[Saved data entries]
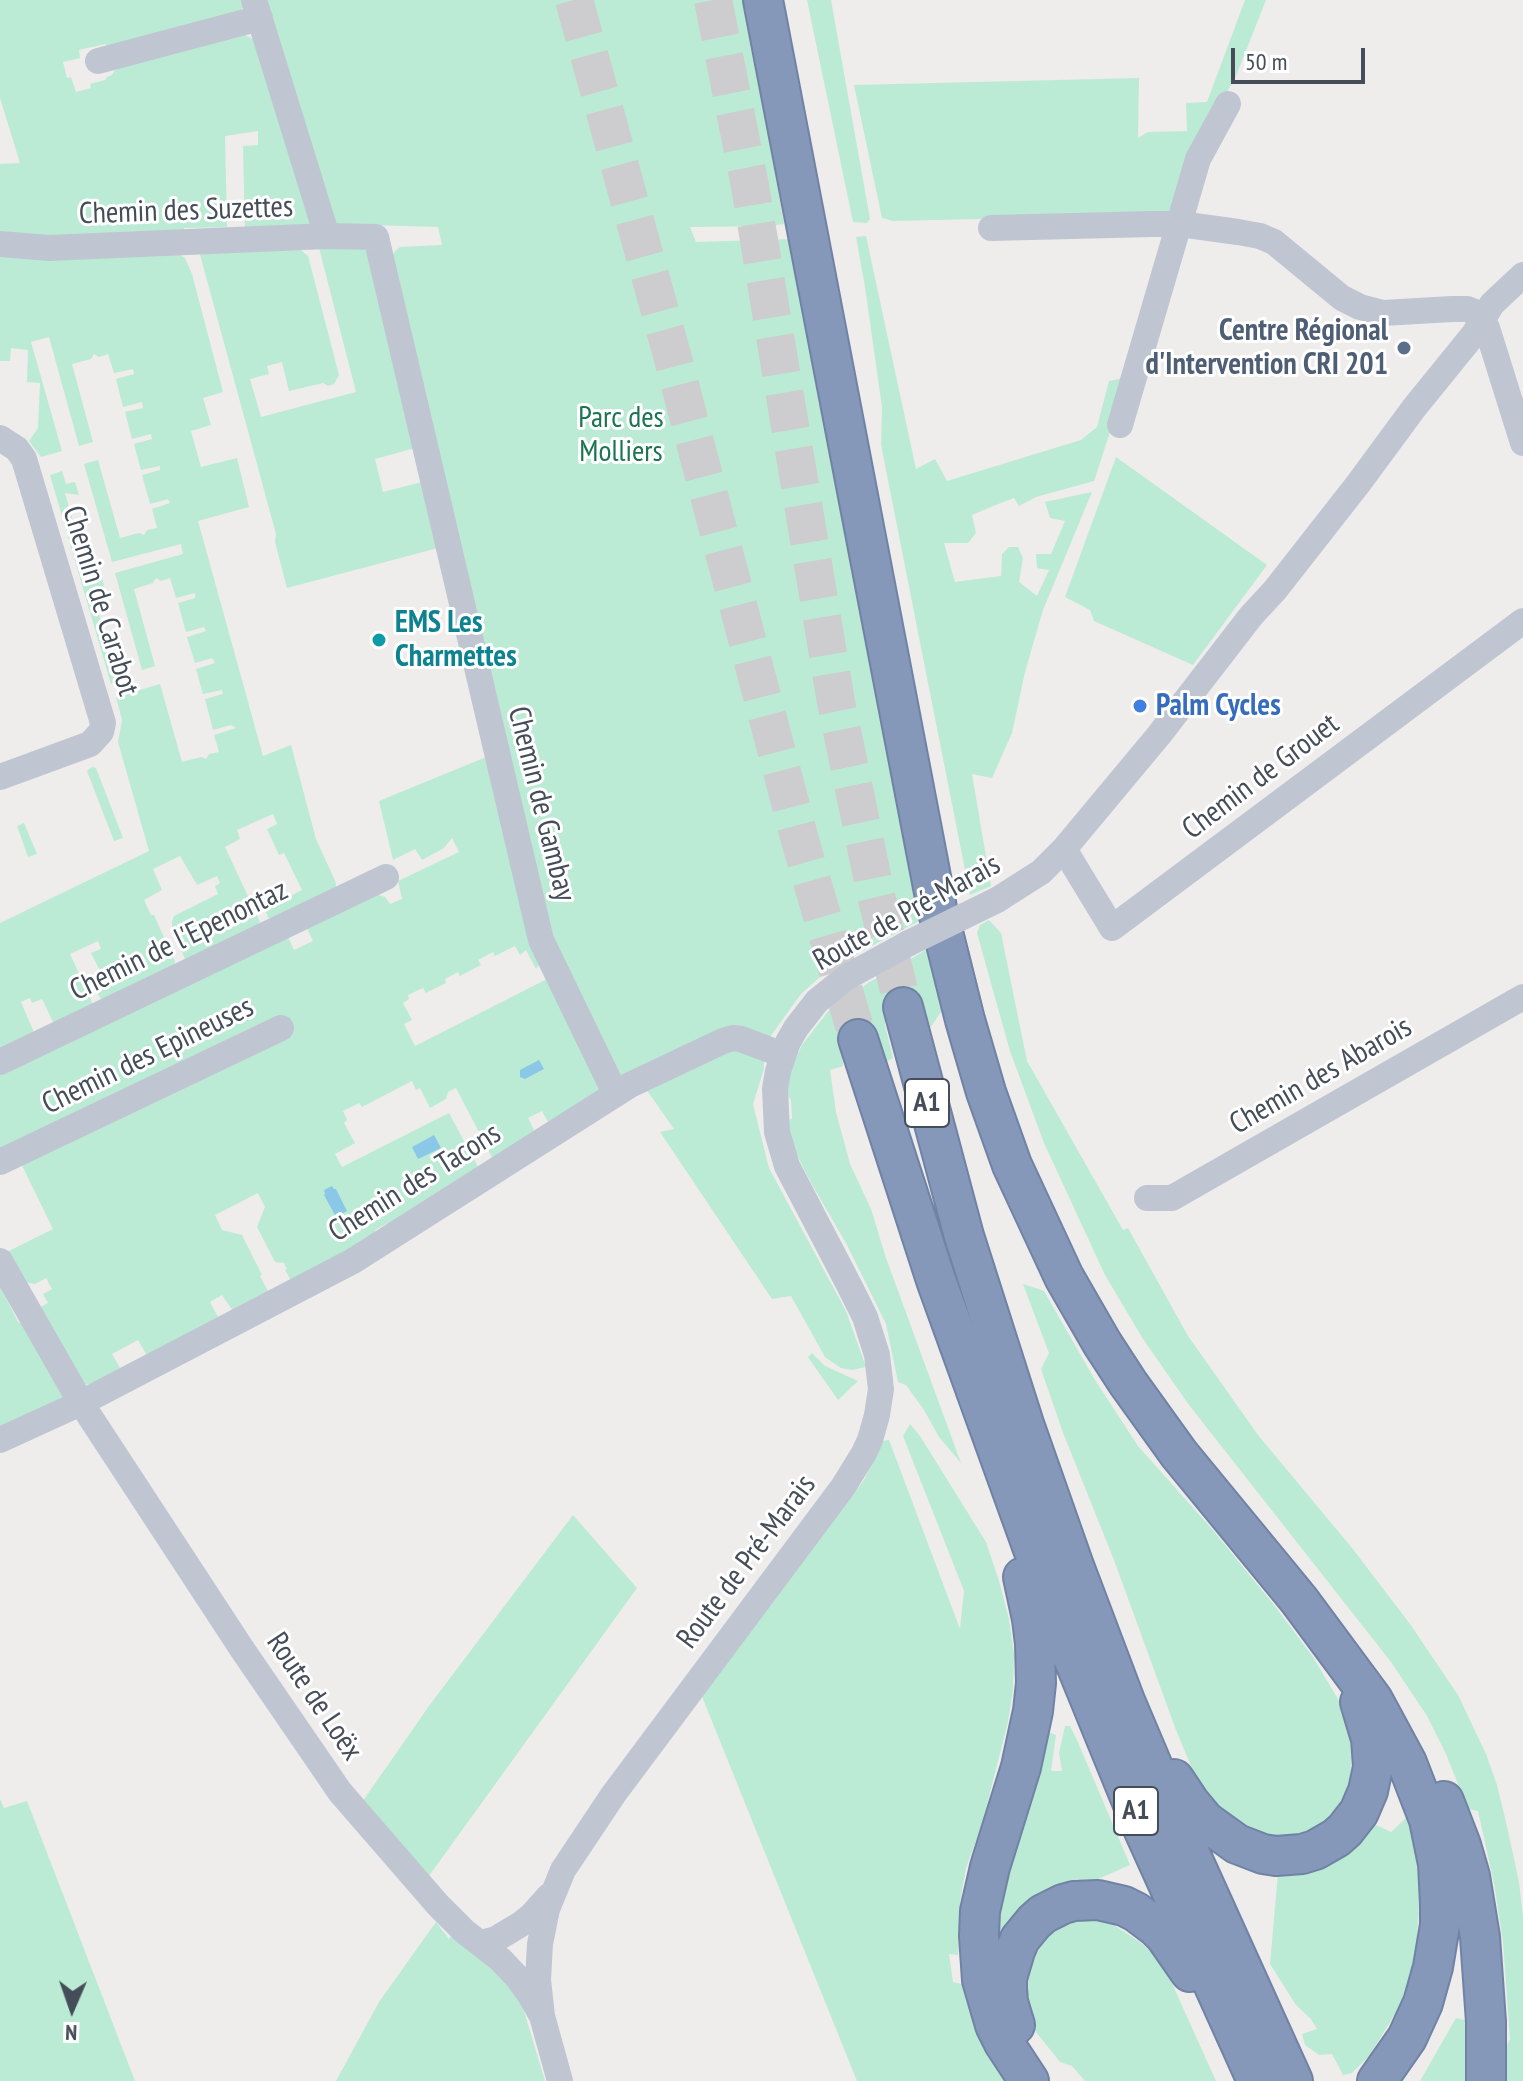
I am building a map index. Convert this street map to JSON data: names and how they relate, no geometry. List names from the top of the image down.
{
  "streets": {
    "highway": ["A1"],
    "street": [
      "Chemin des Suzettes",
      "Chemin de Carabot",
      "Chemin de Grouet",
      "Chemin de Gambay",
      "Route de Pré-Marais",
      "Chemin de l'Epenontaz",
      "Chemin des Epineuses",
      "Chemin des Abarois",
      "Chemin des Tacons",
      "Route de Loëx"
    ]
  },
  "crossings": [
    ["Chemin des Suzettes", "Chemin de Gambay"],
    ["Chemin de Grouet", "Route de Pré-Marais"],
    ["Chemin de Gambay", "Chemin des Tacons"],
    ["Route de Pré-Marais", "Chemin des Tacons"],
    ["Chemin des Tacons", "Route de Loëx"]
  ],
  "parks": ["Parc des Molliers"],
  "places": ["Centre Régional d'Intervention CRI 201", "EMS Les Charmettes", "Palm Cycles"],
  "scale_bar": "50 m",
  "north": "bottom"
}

==

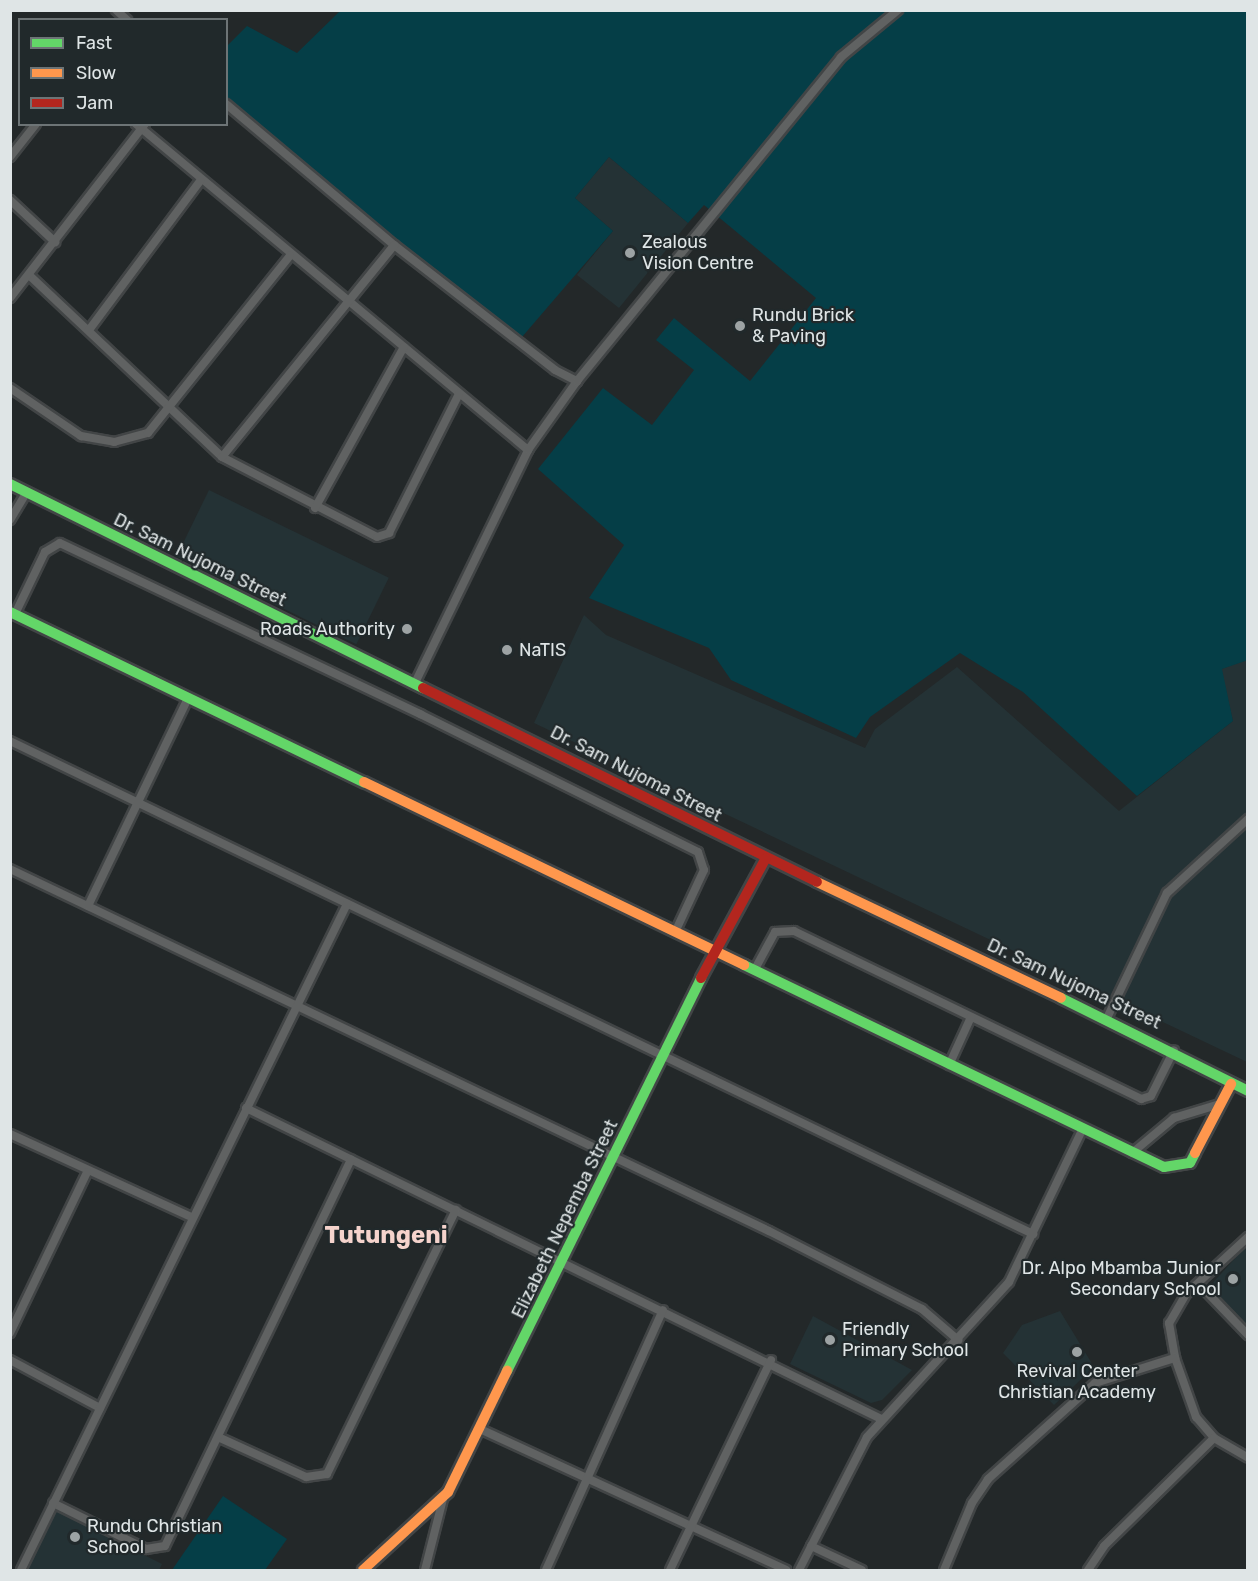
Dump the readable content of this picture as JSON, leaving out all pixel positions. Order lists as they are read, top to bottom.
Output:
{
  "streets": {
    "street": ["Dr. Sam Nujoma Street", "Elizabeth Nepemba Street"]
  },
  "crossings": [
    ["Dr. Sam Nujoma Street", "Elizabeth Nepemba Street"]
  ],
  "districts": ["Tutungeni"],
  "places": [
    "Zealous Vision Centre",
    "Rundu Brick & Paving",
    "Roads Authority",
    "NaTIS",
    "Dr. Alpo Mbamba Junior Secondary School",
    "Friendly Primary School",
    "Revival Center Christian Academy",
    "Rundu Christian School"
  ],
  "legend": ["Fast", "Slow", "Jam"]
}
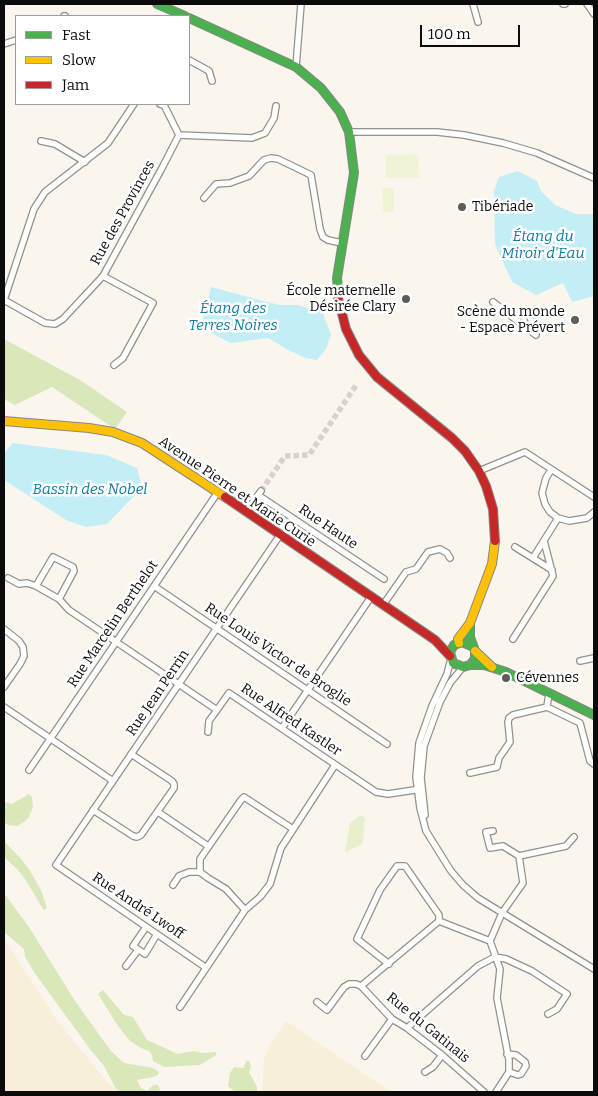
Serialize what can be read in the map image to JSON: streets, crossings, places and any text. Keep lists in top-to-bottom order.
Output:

■ Work instruction ■
Please determine how many lines of the records above include the word "lists", replying with a number alone.

■ Result of the exercise ■
2